This weekend should have been Wimbledon finals weekend. Maybe Roger Federer would have extended his record to nine wins in the men’s. Or the tournament could have done what it does best and throw up a surprise like Simona Halep’s resounding victory over Serena Williams last year. Alas, we’ll never know. For the first time since the Second World War, the All England Lawn Tennis Club took the decision to cancel.
Not that the Club will be out of pocket. Unlike most other major events planned for 2020, it had pandemic insurance in place. For seventeen years it paid an annual premium of around £1.5 million for insurance; its payout this year is expected to be around £114 million.
Please FORWARD this to your friends and colleagues - it's a FREE article.
Feel free to share this with others and on social media.
Or tell your colleagues and friends to sign up for free
The story goes that the Club was motivated to take out insurance by SARS. But that would underestimate the Club’s literacy with extreme events.
Anyone who’s been to Wimbledon in the past ten years will have seen this plaque on a brick wall outside Court 18.

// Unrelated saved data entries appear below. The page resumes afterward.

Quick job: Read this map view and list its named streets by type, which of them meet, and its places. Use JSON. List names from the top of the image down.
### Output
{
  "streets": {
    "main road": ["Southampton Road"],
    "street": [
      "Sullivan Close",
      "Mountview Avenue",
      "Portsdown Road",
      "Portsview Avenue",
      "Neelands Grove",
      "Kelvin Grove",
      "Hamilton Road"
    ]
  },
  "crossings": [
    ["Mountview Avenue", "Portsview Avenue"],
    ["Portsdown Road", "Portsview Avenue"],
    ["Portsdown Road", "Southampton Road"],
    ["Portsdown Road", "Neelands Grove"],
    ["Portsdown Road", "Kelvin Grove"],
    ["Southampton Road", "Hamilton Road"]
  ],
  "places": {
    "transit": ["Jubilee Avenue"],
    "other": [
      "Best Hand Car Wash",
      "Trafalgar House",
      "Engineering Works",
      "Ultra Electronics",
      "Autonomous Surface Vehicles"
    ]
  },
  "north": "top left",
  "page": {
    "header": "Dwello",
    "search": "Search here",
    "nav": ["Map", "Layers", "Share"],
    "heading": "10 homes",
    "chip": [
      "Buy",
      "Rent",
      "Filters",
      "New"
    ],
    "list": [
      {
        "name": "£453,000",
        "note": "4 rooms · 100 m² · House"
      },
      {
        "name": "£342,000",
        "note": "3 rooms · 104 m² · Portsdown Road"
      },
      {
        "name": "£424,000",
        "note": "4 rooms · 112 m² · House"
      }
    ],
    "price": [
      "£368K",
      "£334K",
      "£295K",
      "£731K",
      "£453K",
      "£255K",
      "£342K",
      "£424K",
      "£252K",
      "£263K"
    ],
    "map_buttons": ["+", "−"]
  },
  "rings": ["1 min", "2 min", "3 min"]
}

It commemorates the longest tennis match in history. In June 2010, American 23rd seed John Isner played French qualifier Nicolas Mahut in the first round of the men’s singles. Played out over three consecutive days the match took 11 hours and 5 minutes to conclude, with Isner the eventual winner after 183 games. The previous record was a match in Paris that lasted six and a half hours.
Unlike the pandemic, the event didn’t have a negative financial impact on the Club. But it was no less extreme. The probability of a match lasting 183 games or more is 1 in a billion. On those odds, another pandemic will occur before a match lasts that long again. (And to prove it, the same pair-up Isner vs Mahut was drawn at Wimbledon the following year, itself an unlikely event although not as unlikely, and Isner won in straight sets in just over 2 hours.)
A pandemic and a tennis match lasting over 11 hours are both infrequent events. When we think about risk it can be useful to think about it in two dimensions. One dimension is frequency — the likelihood that an event is to occur; the other dimension is severity — the impact if it does occur.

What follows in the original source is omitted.